Sidney Sonnino e il pareggio di bilancio dello Stato italiano. Un’intervista…possibile!
Data: Domenica, 05 febbraio 2012 ore 09:00:00 CET Argomento: Redazione
L’attuale grave
crisi economico – finanziaria, nazionale ed europea, i complessi
problemi politici italiani e l’annosa e irrisolta questione del
meridione, mi hanno spinto ad incontrare, in diretta dal passato, Sidney
Sonnino, un illustre politico italiano che per primo ha
affrontato la “questione meridionale”,
che ha avviato il risanamento economico e conseguito il pareggio di
bilancio dello Stato.
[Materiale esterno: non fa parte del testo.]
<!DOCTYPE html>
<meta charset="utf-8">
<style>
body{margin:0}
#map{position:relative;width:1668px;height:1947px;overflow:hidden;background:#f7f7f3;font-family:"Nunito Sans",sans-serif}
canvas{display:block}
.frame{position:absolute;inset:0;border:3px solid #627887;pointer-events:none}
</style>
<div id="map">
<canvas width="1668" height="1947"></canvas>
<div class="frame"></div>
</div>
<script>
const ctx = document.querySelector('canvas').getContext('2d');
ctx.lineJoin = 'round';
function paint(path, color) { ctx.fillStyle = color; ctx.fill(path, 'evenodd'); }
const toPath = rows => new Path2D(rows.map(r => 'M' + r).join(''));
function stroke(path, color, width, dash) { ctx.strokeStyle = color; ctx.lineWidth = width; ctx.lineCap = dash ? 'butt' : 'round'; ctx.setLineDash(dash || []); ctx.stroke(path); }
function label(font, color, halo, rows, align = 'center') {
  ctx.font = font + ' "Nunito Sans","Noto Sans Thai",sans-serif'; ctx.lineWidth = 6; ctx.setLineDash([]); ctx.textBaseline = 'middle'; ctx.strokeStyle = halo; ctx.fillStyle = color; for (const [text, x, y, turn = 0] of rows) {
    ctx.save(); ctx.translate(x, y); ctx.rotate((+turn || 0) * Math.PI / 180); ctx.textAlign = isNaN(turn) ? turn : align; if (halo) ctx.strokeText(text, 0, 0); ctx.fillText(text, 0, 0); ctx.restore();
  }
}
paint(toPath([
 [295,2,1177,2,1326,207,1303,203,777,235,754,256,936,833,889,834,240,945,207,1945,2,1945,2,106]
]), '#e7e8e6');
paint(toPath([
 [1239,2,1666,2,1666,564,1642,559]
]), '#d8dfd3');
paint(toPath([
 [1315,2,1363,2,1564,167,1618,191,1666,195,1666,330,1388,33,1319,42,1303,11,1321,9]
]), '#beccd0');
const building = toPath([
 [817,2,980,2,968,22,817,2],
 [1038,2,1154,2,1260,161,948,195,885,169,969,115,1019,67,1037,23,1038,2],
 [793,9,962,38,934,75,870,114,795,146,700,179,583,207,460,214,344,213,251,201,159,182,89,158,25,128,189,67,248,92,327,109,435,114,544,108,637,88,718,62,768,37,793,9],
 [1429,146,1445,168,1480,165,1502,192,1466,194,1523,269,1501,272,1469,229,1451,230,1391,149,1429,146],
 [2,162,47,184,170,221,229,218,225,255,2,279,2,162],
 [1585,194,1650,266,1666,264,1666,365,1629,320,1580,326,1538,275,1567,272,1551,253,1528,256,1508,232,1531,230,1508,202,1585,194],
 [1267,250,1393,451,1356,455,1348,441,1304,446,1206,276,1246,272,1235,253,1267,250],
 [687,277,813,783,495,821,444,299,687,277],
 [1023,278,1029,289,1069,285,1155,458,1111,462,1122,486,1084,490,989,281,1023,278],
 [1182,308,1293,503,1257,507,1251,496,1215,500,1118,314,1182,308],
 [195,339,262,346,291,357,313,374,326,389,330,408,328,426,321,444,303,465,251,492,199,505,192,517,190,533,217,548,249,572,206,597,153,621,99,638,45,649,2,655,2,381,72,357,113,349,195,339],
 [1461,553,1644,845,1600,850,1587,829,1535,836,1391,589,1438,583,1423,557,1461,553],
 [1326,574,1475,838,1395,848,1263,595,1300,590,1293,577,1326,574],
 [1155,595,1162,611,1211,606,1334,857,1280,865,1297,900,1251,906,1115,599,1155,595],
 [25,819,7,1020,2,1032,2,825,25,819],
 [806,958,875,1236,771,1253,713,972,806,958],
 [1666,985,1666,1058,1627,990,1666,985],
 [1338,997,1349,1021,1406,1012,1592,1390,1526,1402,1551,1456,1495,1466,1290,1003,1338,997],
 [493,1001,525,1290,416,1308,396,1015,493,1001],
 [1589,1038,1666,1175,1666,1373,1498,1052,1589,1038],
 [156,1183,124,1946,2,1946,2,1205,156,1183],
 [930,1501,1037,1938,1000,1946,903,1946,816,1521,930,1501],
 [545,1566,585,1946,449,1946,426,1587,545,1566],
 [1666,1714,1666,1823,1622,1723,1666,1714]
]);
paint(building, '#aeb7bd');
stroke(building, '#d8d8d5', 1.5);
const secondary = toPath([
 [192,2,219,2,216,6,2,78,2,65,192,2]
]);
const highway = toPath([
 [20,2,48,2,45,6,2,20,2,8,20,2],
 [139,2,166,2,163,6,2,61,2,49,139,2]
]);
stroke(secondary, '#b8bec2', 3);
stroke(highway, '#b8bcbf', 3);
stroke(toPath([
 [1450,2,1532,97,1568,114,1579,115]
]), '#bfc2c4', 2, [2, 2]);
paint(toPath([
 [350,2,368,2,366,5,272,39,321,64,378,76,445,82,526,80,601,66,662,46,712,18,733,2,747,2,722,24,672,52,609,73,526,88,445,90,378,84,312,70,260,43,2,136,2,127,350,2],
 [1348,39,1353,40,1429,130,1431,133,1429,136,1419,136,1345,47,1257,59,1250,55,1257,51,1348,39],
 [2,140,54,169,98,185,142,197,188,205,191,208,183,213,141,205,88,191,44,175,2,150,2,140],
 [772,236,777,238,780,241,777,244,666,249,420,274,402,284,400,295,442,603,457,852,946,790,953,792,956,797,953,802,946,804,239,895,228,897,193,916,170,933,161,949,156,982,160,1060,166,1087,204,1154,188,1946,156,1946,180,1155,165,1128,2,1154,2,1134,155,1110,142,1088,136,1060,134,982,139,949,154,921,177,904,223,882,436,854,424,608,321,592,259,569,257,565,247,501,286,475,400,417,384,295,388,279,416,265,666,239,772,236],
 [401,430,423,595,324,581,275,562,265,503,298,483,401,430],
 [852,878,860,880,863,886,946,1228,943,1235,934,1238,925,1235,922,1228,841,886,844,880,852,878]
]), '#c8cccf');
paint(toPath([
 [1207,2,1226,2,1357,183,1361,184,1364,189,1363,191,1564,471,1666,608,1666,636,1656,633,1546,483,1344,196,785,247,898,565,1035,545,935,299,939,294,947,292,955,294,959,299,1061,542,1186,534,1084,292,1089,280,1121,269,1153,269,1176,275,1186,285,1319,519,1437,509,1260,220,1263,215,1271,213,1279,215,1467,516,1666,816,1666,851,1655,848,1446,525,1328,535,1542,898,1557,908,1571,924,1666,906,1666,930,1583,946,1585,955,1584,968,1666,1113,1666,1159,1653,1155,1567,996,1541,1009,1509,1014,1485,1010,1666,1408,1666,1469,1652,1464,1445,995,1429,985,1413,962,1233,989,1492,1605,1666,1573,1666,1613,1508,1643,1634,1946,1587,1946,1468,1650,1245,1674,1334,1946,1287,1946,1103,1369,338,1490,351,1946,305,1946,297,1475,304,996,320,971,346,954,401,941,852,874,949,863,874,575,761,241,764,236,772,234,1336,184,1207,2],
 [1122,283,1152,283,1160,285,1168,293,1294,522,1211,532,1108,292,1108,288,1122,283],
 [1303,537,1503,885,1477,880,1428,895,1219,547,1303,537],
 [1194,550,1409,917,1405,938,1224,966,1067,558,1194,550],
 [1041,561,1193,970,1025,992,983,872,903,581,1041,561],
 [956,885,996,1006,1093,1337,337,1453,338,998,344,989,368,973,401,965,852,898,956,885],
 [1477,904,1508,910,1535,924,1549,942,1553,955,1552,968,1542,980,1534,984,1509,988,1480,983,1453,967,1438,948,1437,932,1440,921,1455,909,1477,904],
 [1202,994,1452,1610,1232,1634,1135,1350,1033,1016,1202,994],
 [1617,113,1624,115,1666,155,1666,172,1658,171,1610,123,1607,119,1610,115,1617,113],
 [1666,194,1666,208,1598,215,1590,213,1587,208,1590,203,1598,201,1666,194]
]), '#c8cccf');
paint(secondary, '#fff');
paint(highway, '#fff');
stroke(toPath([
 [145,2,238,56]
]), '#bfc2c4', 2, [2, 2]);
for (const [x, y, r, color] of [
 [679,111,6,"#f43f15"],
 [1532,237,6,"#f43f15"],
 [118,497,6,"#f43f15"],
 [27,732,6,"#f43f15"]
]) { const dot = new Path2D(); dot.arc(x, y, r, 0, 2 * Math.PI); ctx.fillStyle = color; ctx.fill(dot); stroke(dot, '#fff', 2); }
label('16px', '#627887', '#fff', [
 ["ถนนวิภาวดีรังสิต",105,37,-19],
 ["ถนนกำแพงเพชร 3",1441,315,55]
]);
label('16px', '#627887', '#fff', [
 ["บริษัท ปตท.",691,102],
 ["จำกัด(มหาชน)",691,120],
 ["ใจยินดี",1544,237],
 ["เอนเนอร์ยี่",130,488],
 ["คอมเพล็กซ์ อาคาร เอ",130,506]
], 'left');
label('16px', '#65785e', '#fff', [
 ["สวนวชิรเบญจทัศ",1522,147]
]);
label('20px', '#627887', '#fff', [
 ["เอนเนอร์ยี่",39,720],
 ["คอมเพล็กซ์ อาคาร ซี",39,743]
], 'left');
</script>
Sidney Costantino Sonnino, (Pisa, 11 marzo 1847 –
Roma, 24 novembre 1922), figlio di un commerciante d’origine ebraica e
di madre scozzese, è stato un esponente della destra storica, ministro
del Tesoro e delle Finanze del terzo e quarto governo Crispi, ministro
degli Esteri nel 1914-19 e presidente del Consiglio nel 1906 e nel
1909-10.
Inviato Speciale: On. Sonnino, come è iniziata la sua
carriera politica?
On.
Sonnino: «Gentile Signore, dopo aver conseguito, nel 1865, la
laurea in Diritto Internazionale, con il massimo dei voti e dopo aver
iniziato la professione di avvocato, optai per la carriera diplomatica.
Fui mandato nelle Ambasciate di mezz’Europa, Madrid, Vienna, Berlino,
mi trovai a Parigi, nel 1870, nel turbinoso periodo della guerra
franco-prussiana, infine, a San Pietroburgo, nel 1873. Nel 1878, dopo
aver abbandonato la diplomazia, fondai insieme all’amico di sempre,
Leopoldo Franchetti, la rivista “Rassegna Settimanale” e fui attratto
dalla politica, venendo eletto deputato il 16 maggio 1880 e
schierandomi con la destra moderata, convinto delle mie idee liberali».
Inviato speciale: Lei è stato il primo politico ad aver
capito che la “questione meridionale” è una questione nazionale; il
problema più importante e delicato, da affrontare e da risolvere
definitivamente.
On.
Sonnino: «Prima che venivo eletto deputato, in un collegio
toscano, mi resi conto che per far progredire la nazione bisognava
affrontare con coraggio e determinazione le problematiche che
attanagliavano il Mezzogiorno d’Italia. Per rendermi conto
personalmente della situazione economica e sociale del meridione mi
recai in Sicilia, dove vi rimasi a lungo, per studiare i suoi gravi
problemi, approfondii la conoscenza dell’agricoltura locale, anche nel
timore che un mancato miglioramento delle condizioni delle masse
rurali, avrebbe portato allo scontro di classe. Il risultato fu
l’inchiesta, redatta, nel 1877, insieme al mio amico, Leopoldo
Franchetti, La Sicilia nel 1876, che costituì la base di tutti gli
studi successivi e dei provvedimenti legislativi sulla materia. In essa
erano evidenziati gli aspetti negativi del latifondo e il colpevole
“assenteismo” dei proprietari terrieri dell’isola».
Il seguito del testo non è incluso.